L’infernal quadrupède l’a toujours écrit, la présence de cet individu, qui a même fait une fois la “UNE” du quotidien gouvernemental “Fraternité Matin”, dans cette forêt, était un outrage à toute la République.
Nos autorités militaires, on le sait, ont toujours eu beaucoup de scrupule, en raison du statut particulier d’Amadé Ouérémi, à mettre fin à sa défiance vis-à-vis de l’Etat.
Amadé Ouérémi est un chef milicien et il a combattu avec ses éléments qu’il a massivement importés de son Burkina natal, aux côtés des ex-forces nouvelles de Soro Guillaume pendant leur brûlante conquête des territoires qu’elles entendaient occuper, afin de conduire le peuple ivoirien à l’apothéose de la démocratie, de la béatitude et des droits de l’homme.

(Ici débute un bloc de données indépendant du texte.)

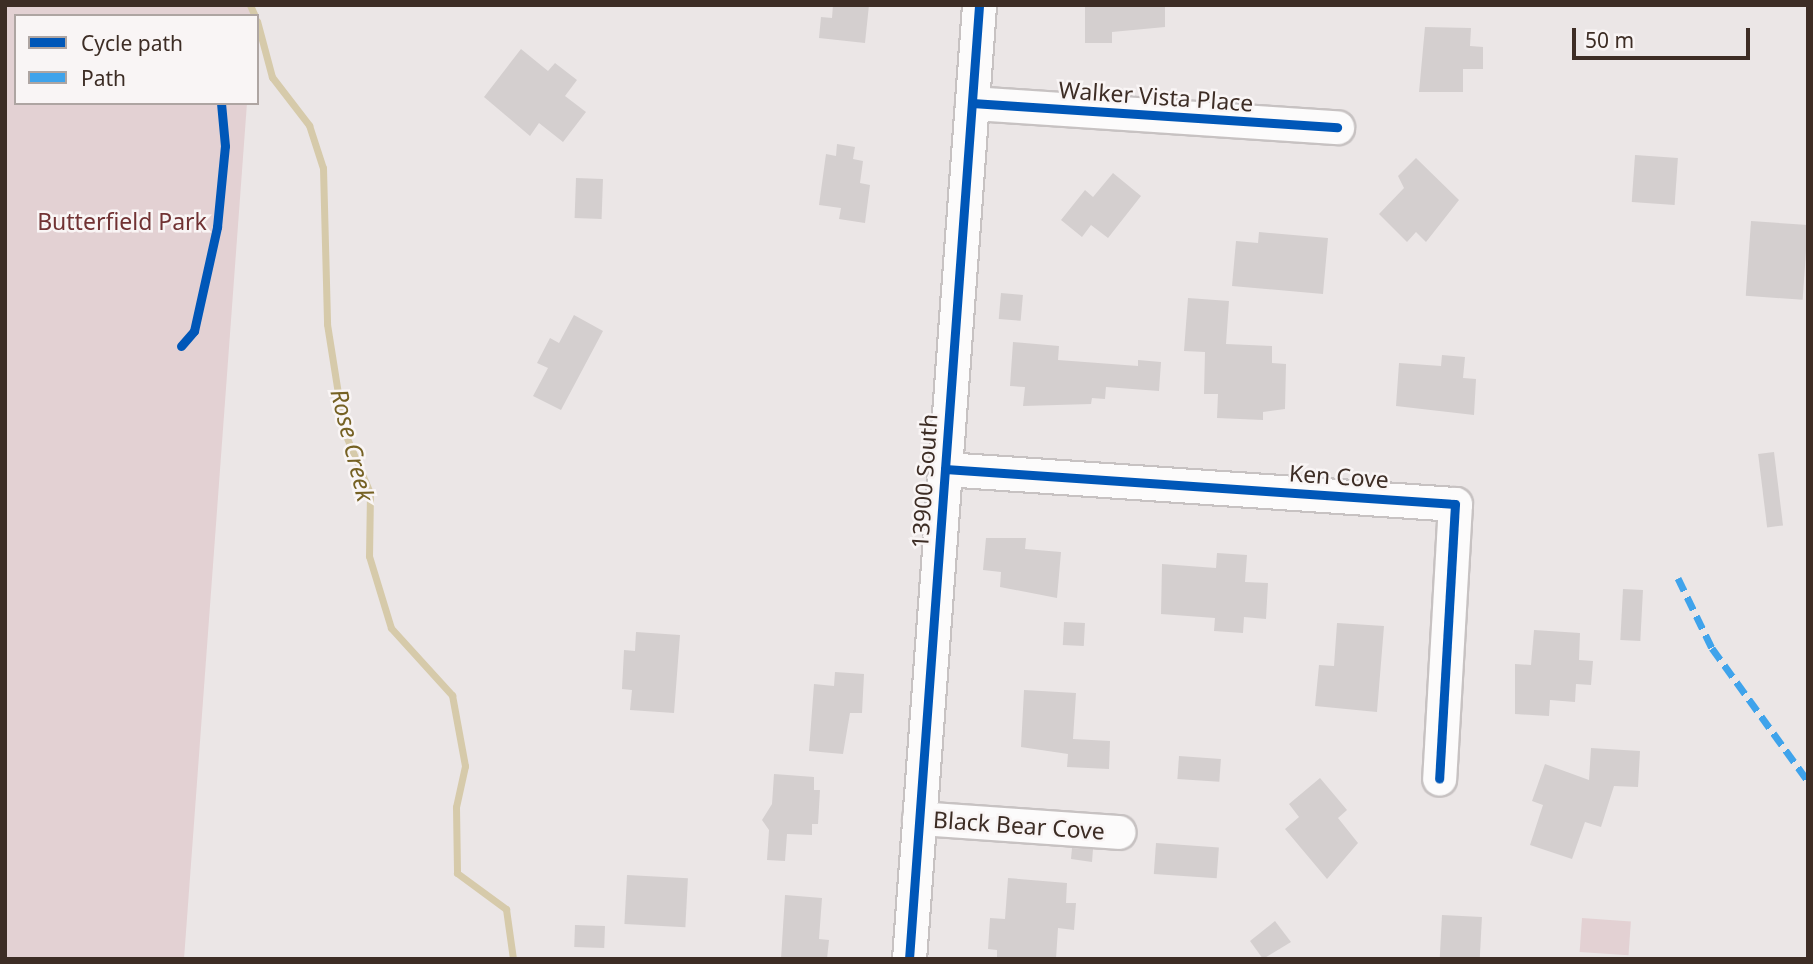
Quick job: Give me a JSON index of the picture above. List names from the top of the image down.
{
  "streets": {
    "street": [
      "Walker Vista Place",
      "Ken Cove",
      "13900 South",
      "Black Bear Cove"
    ]
  },
  "crossings": [
    ["Walker Vista Place", "13900 South"],
    ["Ken Cove", "13900 South"],
    ["13900 South", "Black Bear Cove"]
  ],
  "water": ["Rose Creek"],
  "parks": ["Butterfield Park"],
  "legend": ["Cycle path", "Path"],
  "scale_bar": "50 m"
}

Et c’est cette participation aux côtés des ex-forces nouvelles qui lui a permis de passer du statut de réparateur de vélos, à celui d’abord d’héritier de son paternel qui louait quelque lopin de terre dans l’ouest du pays, puis de maître incontesté de cette forêt classée du Mont Péko, située dans la zone de confiance et sous influence des ex-chefs de guerre, de 2002 à maintenant.

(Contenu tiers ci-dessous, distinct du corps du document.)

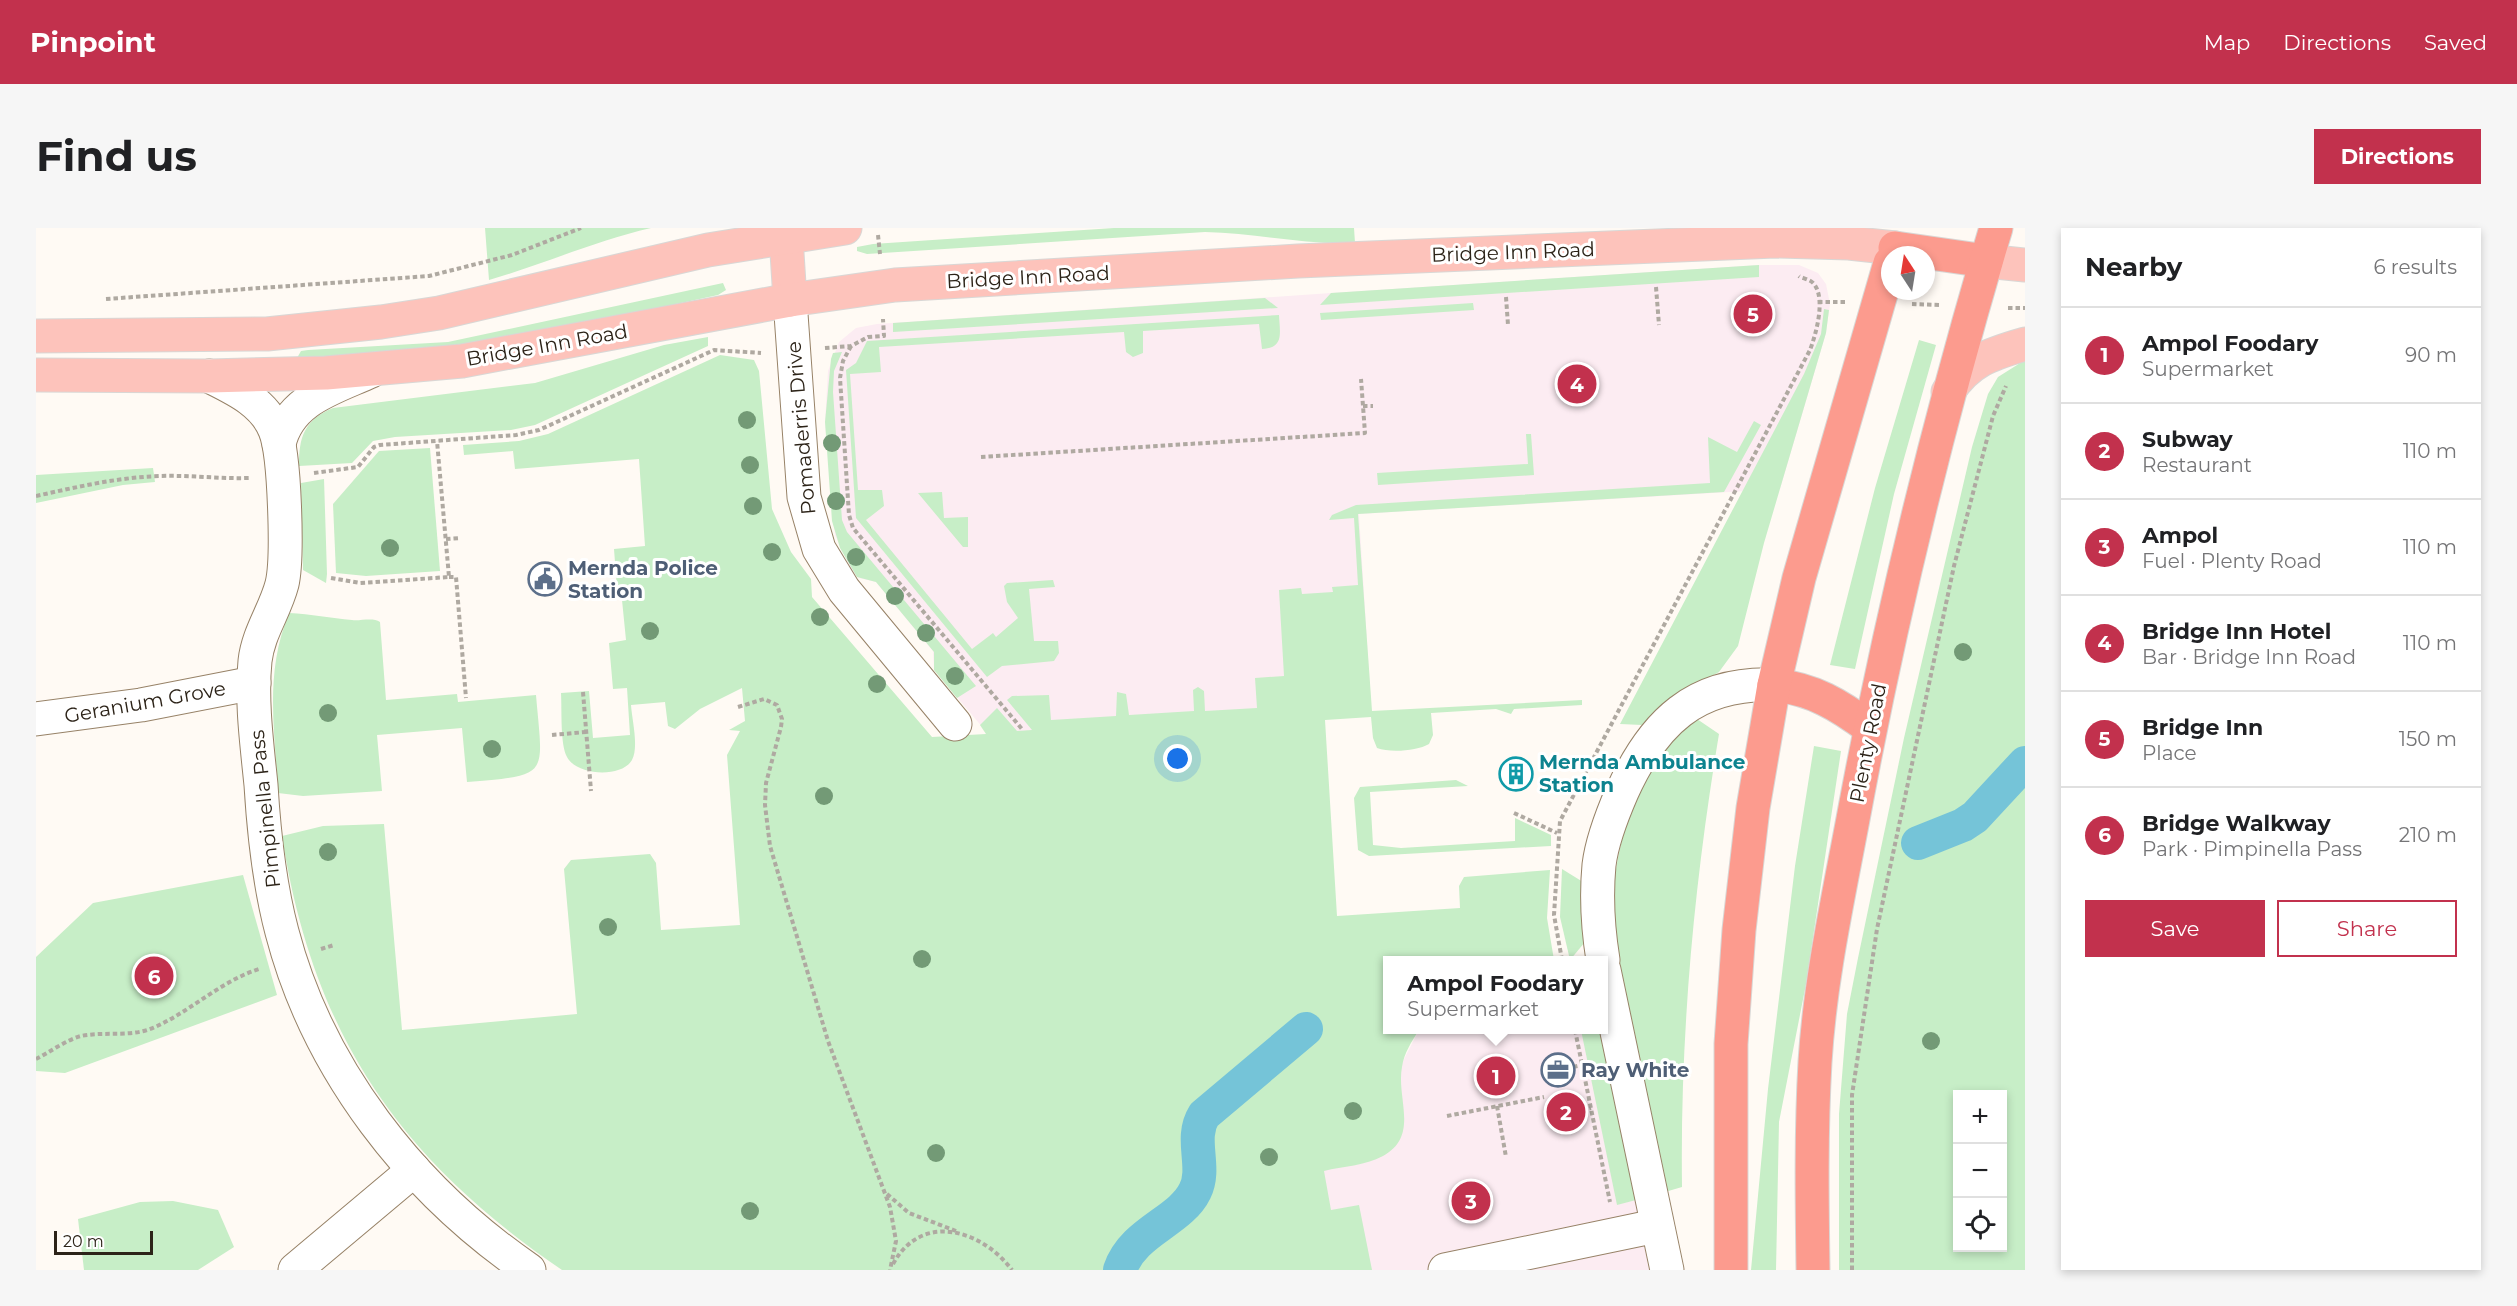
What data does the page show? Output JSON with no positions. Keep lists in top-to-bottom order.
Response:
{
  "streets": {
    "highway": ["Bridge Inn Road", "Plenty Road"],
    "street": ["Pomaderris Drive", "Geranium Grove", "Pimpinella Pass"]
  },
  "crossings": [
    ["Bridge Inn Road", "Pomaderris Drive"],
    ["Bridge Inn Road", "Plenty Road"],
    ["Bridge Inn Road", "Pimpinella Pass"],
    ["Geranium Grove", "Pimpinella Pass"]
  ],
  "places": {
    "public building": ["Mernda Police Station"],
    "building": ["Mernda Ambulance Station"],
    "office": ["Ray White"]
  },
  "scale_bar": "20 m",
  "north": "top",
  "page": {
    "header": "Pinpoint",
    "nav": ["Map", "Directions", "Saved"],
    "buttons": [
      "Directions",
      ["Save", "Share"]
    ],
    "title": "Find us",
    "heading": ["Nearby", "6 results"],
    "pins": [
      "5",
      "4",
      "6",
      "1",
      "2",
      "3"
    ],
    "list": [
      {
        "mark": "1",
        "name": "Ampol Foodary",
        "note": "Supermarket",
        "value": "90 m"
      },
      {
        "mark": "2",
        "name": "Subway",
        "note": "Restaurant",
        "value": "110 m"
      },
      {
        "mark": "3",
        "name": "Ampol",
        "note": "Fuel · Plenty Road",
        "value": "110 m"
      },
      {
        "mark": "4",
        "name": "Bridge Inn Hotel",
        "note": "Bar · Bridge Inn Road",
        "value": "110 m"
      },
      {
        "mark": "5",
        "name": "Bridge Inn",
        "note": "Place",
        "value": "150 m"
      },
      {
        "mark": "6",
        "name": "Bridge Walkway",
        "note": "Park · Pimpinella Pass",
        "value": "210 m"
      }
    ],
    "popup": ["Ampol Foodary", "Supermarket"],
    "map_buttons": ["+", "−"],
    "scale": "20 m"
  }
}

Grace à son activité débordante, à sa capacité à chasser les propriétaires terriens de cette zone et son expertise en matière de trafics en tous genres, il a réussi, en quelques années, depuis un patrimoine national (la forêt classée du Mont Péko), à faire du Burkina, un pays exportateur de cacao et de diamant.
Selon plusieurs rapports d’organisations de défense des droits humains, Amadé Ouérémi a pris une part particulièrement décisive dans la bataille de Duékoué, notamment au Carrefour Duékoué, pendant la progression des ex-forces nouvelles, transformées entre-temps en forces républicaines par notre président.
Ces ONG lui attribuent la paternité des massacres qui ont été commis à ce carrefour où près de 300 personnes, selon le rapport de l’Onuci, ont été massacrées en raison de leur supposé soutien à l’ancien président, l’intrépide Gbagbo, expédié à La Haye, depuis novembre 2011.
Mais comme chacun le sait, imputer ces massacres à Amadé Ouérémi, c’est l’imputer aux Frci, sous les ordres desquelles, il combattait. Est-ce cela qui inhibait la volonté des autorités à le mettre aux arrêts? Il en savait trop?
Bref, son arrestation est à saluer à sa juste valeur. C’est déjà un soulagement pour toutes les personnes qui auraient été victimes de ses actes. Mais le plus important, à présent, c’est ce que les autorités vont faire de lui. Va-t-il être jugé par notre justice pour tous les crimes qu’il est supposé avoir commis ? Ou bien nos dirigeants vont-ils, en raison de son statut et surtout pour éviter des révélations gênantes, le remettre aux autorités de son pays, le Burkina, ce pays à qui il a rendu tant de services, pour qu’elles se chargent de le juger?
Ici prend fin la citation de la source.